Peki! Ne yapmak lazım? Az bir ihlaslı amelin, ihlassız çok amelden; Allah katından daha değerli olduğu inancını hayata uygulamak için toplumun en güçsüz bireylerine yani mutlu olmak için güçlü toplum bireylerinin duasına ve nasihatine ihtiyacı olan kişilere ulaşmayı amaçlayan projelerin sayısını daha fazla artırmalıyız. Elit meslek mensupları yetiştirme faaliyetlerinin yanında ve ondan daha fazla olarak, toplumun ahlaklı çaycıya, ahlaklı şoföre, ahlaklı çöpçüye, ahlaklı kasaba, ahlaklı aşçıya da ihtiyacı olduğunu bilip, bu gibi meslek mensuplarının yetiştirilmesi içinde faaliyet ve projelerin sayısını artırmalıyız. Çöpçü ile mühendisin, çaycı ile öğretmenin, şoför ile komutanın aynı cemaat/tarikat içinde yan yana sohbet dinleyebilmesine yönelik çalışmalıyız, tıpkı camide olduğu gibi. O zaman kalbur altındakiler kendilerini mutlu hissedeler. Herkes kalburüstü olmak için hayatını heder edip, mutsuz bir ömür sürmez.

Mutlu olmak için sadece toplumda kalburüstü bir iş ve görev yapmaktan başka çare kalmayınca kalbur altındakiler daima mutsuz olacaktır. Bu da toplumun % 90’nın mutsuz olacağı anlamına gelir. Bu nedenle sıradan insanların hayatına daha fazla dokunmalıyız.
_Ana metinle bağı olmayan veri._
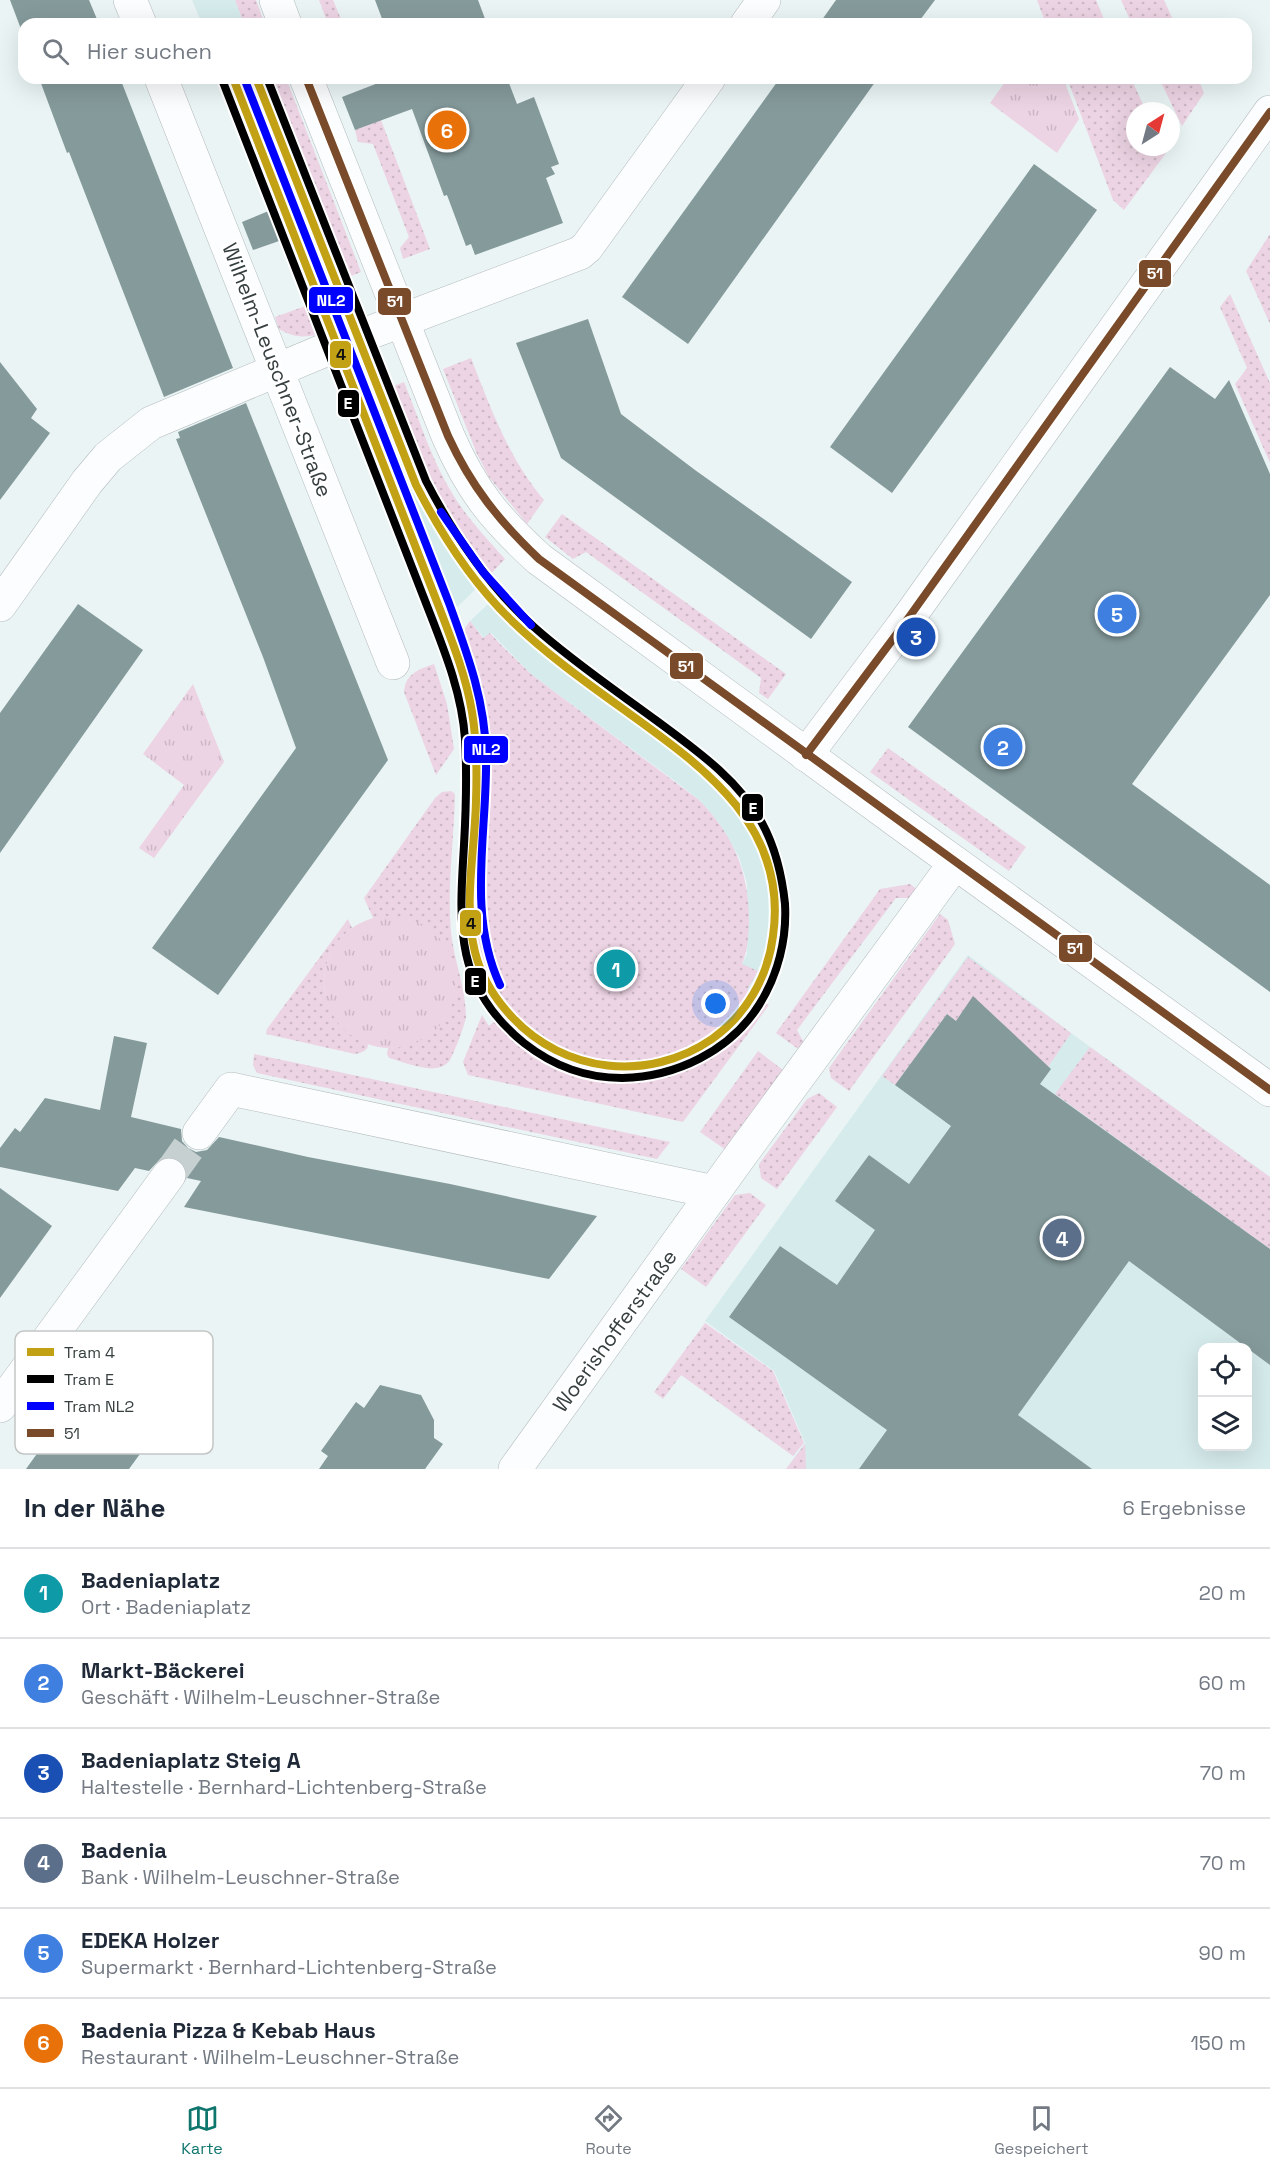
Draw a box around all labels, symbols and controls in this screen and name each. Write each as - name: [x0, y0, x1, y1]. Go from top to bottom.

Gelin kardeşler; aynı site oturamıyorsak da, aynı beldelerde tatil yapamıyorsak da, aynı tip arabaya binemiyorsak da, aynı hastanelere gidemiyorsak da (zenginlerin, gelirine göre daha lüks yaşamaları gayet normal, zengin ile fakiri aynı şartlarda yaşatmaya çalışma fikri çok saçma, o zaman kimse zengin olmak için çalışmaz, üretim durur); her sosyal statüde insanın aynı mekanda yan yana oturup sohbet dinleyecek cemaatlerin sayısını artıralım, aynı camide yan yana kılınan namazlarımızın sayısını artıralım. Bu amaca yönelik sosyal projeleri artıralım. Toplumdaki mutlu insanların sayısı, ancak sıra üstü insanların, sıradan insanlarla samimiyet kurmaları ile artar. Bunu da ancak cemaatler/tarikatlar başarabilir. İşte o zaman uyuşturucu kullanımı azalır.